(Stored items)
----------------------------------------

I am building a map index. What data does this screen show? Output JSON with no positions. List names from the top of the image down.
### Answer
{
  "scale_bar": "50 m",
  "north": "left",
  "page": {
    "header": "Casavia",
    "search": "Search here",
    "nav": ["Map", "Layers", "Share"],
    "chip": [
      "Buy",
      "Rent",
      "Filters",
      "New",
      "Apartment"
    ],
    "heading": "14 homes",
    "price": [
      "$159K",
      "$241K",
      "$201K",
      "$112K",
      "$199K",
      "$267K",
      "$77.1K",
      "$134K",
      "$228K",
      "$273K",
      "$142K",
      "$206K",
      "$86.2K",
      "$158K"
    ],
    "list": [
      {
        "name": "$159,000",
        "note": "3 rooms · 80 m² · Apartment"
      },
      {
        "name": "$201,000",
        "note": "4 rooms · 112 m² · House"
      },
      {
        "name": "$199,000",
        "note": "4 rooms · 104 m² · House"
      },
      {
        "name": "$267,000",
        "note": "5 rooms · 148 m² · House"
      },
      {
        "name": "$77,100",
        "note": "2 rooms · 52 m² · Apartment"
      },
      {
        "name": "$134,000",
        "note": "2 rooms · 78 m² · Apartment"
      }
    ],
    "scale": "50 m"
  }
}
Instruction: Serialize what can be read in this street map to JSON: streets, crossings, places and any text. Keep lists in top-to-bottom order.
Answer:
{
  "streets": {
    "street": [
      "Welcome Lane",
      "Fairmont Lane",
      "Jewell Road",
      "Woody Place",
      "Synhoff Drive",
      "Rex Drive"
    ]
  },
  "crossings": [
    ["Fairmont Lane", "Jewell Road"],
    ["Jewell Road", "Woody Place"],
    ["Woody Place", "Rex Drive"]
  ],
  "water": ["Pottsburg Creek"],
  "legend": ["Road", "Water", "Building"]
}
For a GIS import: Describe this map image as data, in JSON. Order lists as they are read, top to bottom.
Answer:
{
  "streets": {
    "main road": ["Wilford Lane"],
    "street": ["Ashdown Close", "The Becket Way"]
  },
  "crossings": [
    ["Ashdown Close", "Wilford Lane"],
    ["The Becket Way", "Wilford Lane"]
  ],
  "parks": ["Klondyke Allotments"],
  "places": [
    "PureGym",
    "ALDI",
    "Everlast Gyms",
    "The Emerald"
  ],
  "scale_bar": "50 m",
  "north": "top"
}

----------------------------------------

# [The task]
The entries above are to be output exactly as they appear.

# [Response area]
I am building a map index. What data does this screen show? Output JSON with no positions. List names from the top of the image down.
### Answer
{
  "scale_bar": "50 m",
  "north": "left",
  "page": {
    "header": "Casavia",
    "search": "Search here",
    "nav": ["Map", "Layers", "Share"],
    "chip": [
      "Buy",
      "Rent",
      "Filters",
      "New",
      "Apartment"
    ],
    "heading": "14 homes",
    "price": [
      "$159K",
      "$241K",
      "$201K",
      "$112K",
      "$199K",
      "$267K",
      "$77.1K",
      "$134K",
      "$228K",
      "$273K",
      "$142K",
      "$206K",
      "$86.2K",
      "$158K"
    ],
    "list": [
      {
        "name": "$159,000",
        "note": "3 rooms · 80 m² · Apartment"
      },
      {
        "name": "$201,000",
        "note": "4 rooms · 112 m² · House"
      },
      {
        "name": "$199,000",
        "note": "4 rooms · 104 m² · House"
      },
      {
        "name": "$267,000",
        "note": "5 rooms · 148 m² · House"
      },
      {
        "name": "$77,100",
        "note": "2 rooms · 52 m² · Apartment"
      },
      {
        "name": "$134,000",
        "note": "2 rooms · 78 m² · Apartment"
      }
    ],
    "scale": "50 m"
  }
}
Instruction: Serialize what can be read in this street map to JSON: streets, crossings, places and any text. Keep lists in top-to-bottom order.
Answer:
{
  "streets": {
    "street": [
      "Welcome Lane",
      "Fairmont Lane",
      "Jewell Road",
      "Woody Place",
      "Synhoff Drive",
      "Rex Drive"
    ]
  },
  "crossings": [
    ["Fairmont Lane", "Jewell Road"],
    ["Jewell Road", "Woody Place"],
    ["Woody Place", "Rex Drive"]
  ],
  "water": ["Pottsburg Creek"],
  "legend": ["Road", "Water", "Building"]
}
For a GIS import: Describe this map image as data, in JSON. Order lists as they are read, top to bottom.
Answer:
{
  "streets": {
    "main road": ["Wilford Lane"],
    "street": ["Ashdown Close", "The Becket Way"]
  },
  "crossings": [
    ["Ashdown Close", "Wilford Lane"],
    ["The Becket Way", "Wilford Lane"]
  ],
  "parks": ["Klondyke Allotments"],
  "places": [
    "PureGym",
    "ALDI",
    "Everlast Gyms",
    "The Emerald"
  ],
  "scale_bar": "50 m",
  "north": "top"
}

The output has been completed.